Bergamar describes these theories as "almost certainly" wrong, instead deeming the White Mark as simply a folly or faux-spire. The author Elizabeth Cull wrote that Massingham "went into ecstasies" over the figure, "deciding on no evidence at all that it had been carved two-and-a-half thousand years ago as a pointer for the summer equinox." Though deeming Massingham to be "totally wrong", she commented that he accidentally struck the truth by describing the figure as resembling "the ghostly shadow of a church spire lying across the hill", since Horne had the figure cut to resemble one, "[and] that is the true tale of Watlington White Mark, neither phallic nor Celtic, but the fruit of an old man's whim." The writer Paul Newman says the "singular line of argument" affixed to the Whiteleaf Cross – that, given its location on the ancient trackers' route Icknield Way, adjoining a long barrow and adjacent to similar antique sites – is that it may have been a Bronze Age monument later conventionalised to a cross by Christian monks. He says it has been applied "less convincingly" to the White Mark but believed it is much less likely a solar-phallic symbol than something Horne cut to "beautify his estate". Headley and Meulenkamp comment that "hill figure enthusiasts would interpret the elongated shape as a phallus, but of course we know better."

==Modern history==
Watlington Hill, the land the hill figure lies on, is a Site of Special Scientific Interest (SSSI) and is property of the National Trust, who intricately maintain it. As of 1996, the Watlington White Mark has been scoured (recut) annually, typically by hoe and using volunteer labour, with work often carrying on for two or three days in total. Alistair Roach, then-Property Manager of the National Trust Central Chilterns, commented that they "occasionally used chemical weed control but it has not really proved satisfactory and we also have to consider that this site is a SSSI". As of 1949, hawthorn, dogwood and the wayfaring-tree had begun growing on the sweet-scented turf beside the figure. In October 2014, to celebrate the mark's 250th anniversary, visitors were invited to re-chalk (scour) the figure and bring jarred nightlights and fairy lights to illuminate it. Additionally, afternoon plans were arranged for clearing scrubs and bushcraft activities. Writing in 2014, the BBC reported that it has become hard to align the White Mark with the top of the church "due to trees blocking the view."

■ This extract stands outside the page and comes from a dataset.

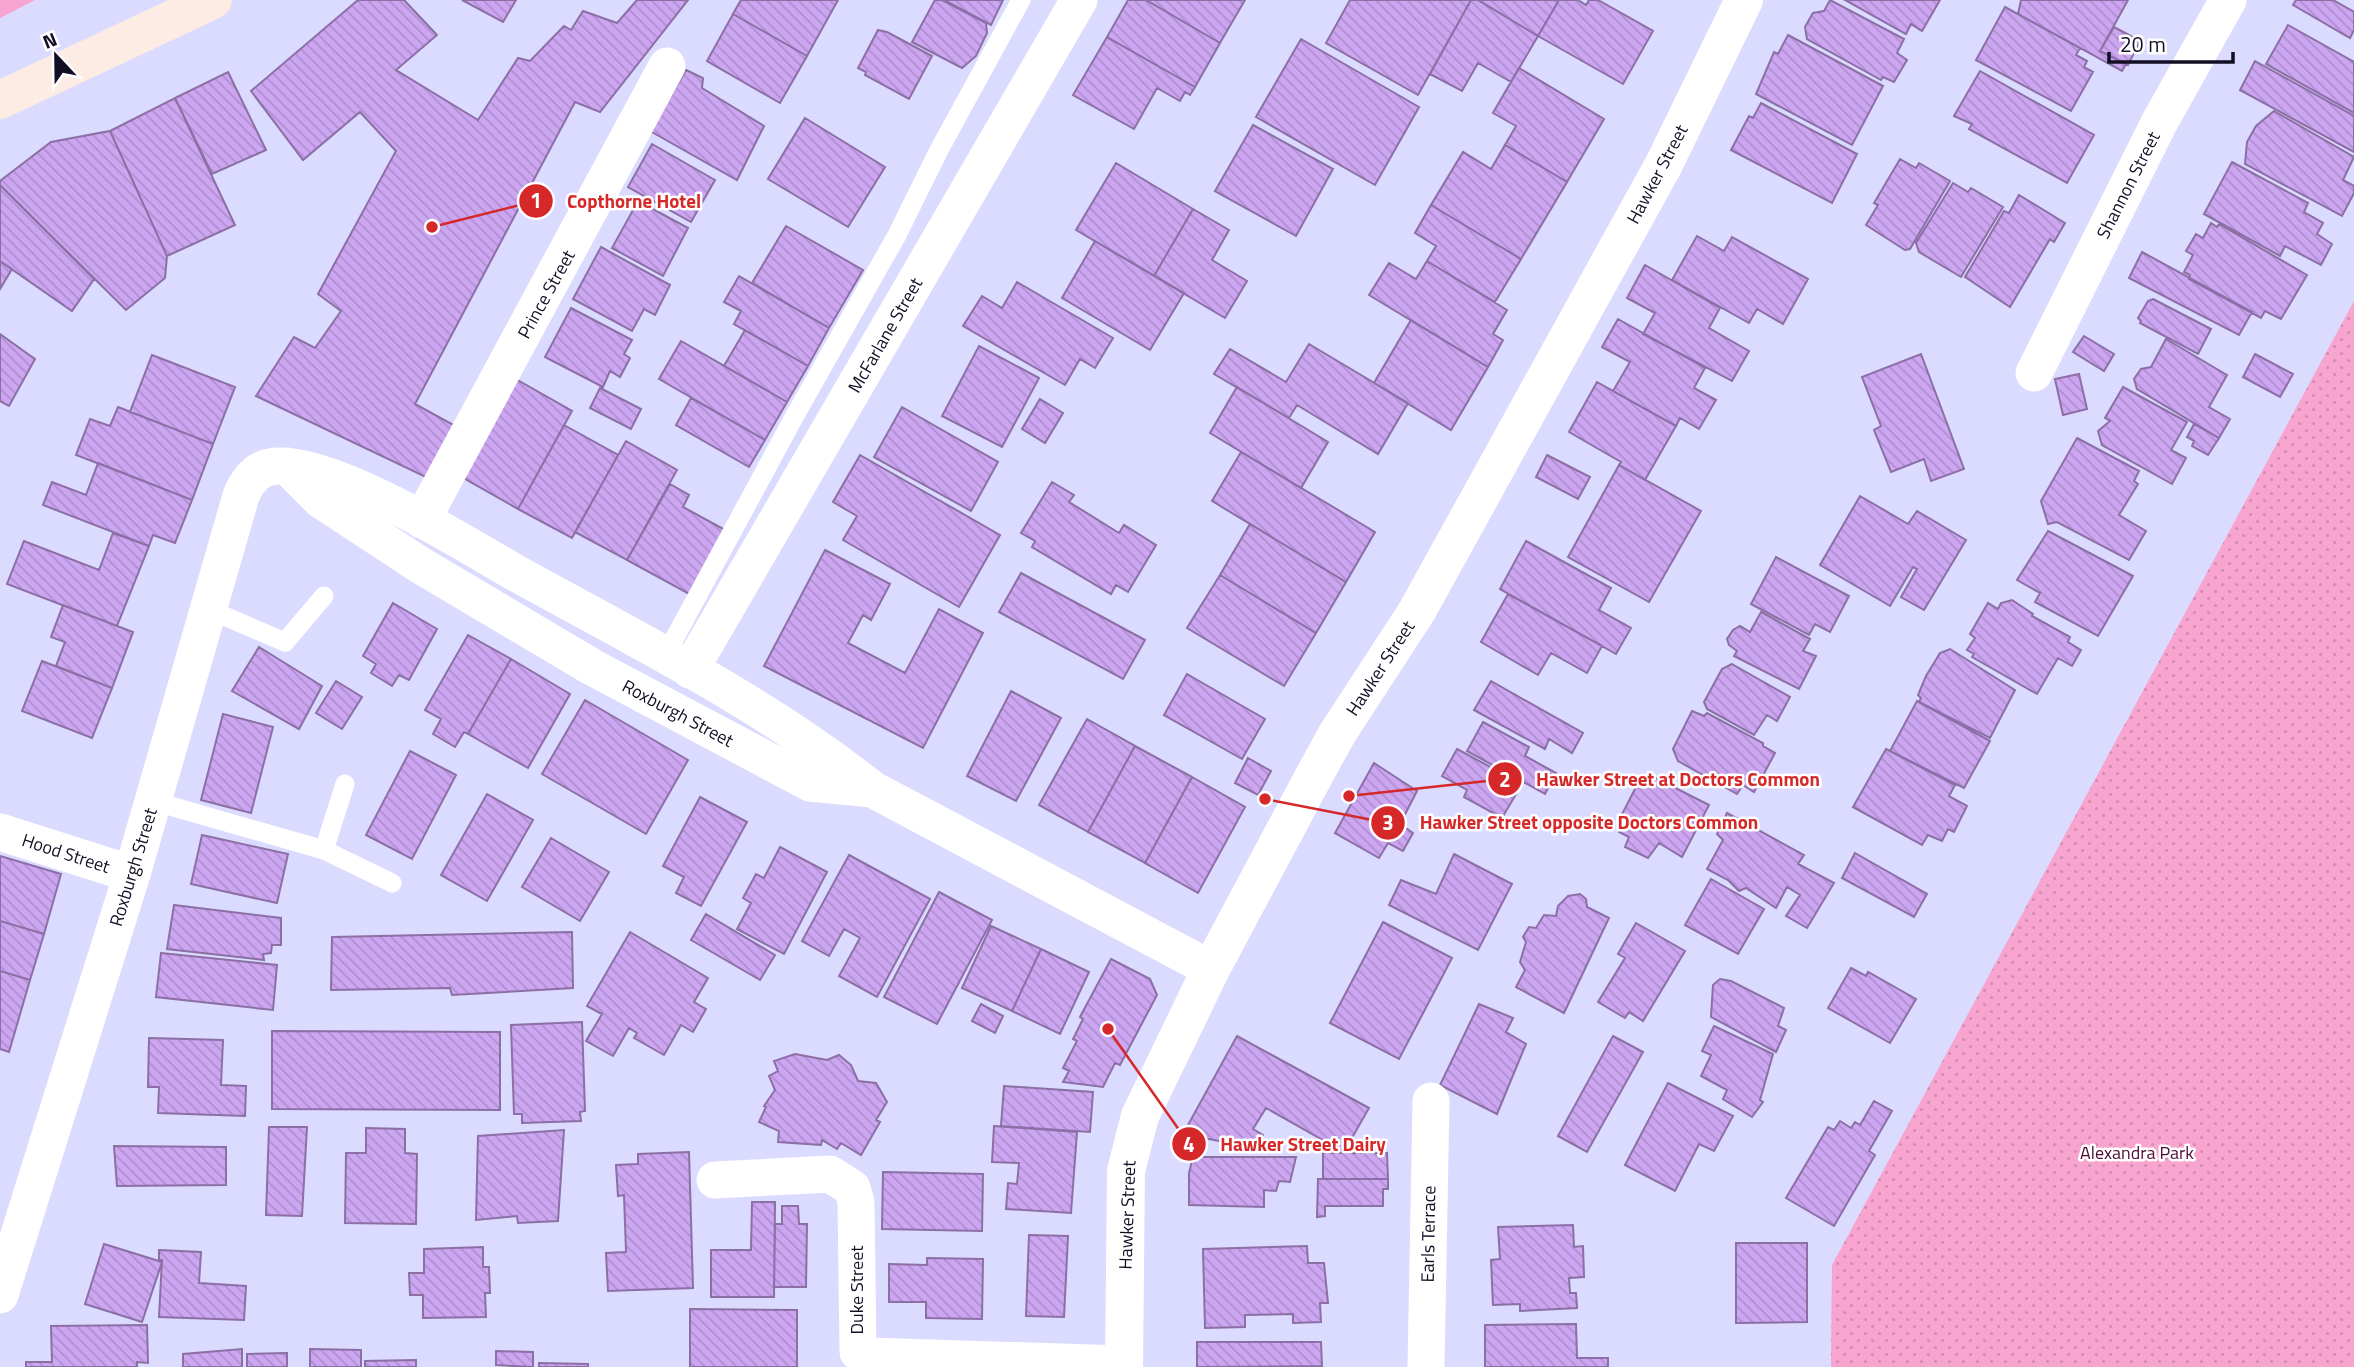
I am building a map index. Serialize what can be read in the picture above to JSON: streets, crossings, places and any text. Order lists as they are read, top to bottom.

In his book Pastoral Peculiars (2005), Ashley describes the Watlington White Mark as one of two notable English faux spires that pretend to be where they are not, alongside the Sugar Loaf Folly in Dallington, East Sussex, erected by the squire Mad Jack Fuller. The White Mark has featured in books dedicated to hill figures, folly buildings, and countryside curiosities. The National Trust deem it an "unusual feature" of Watlington Hill and the Chilterns countryside.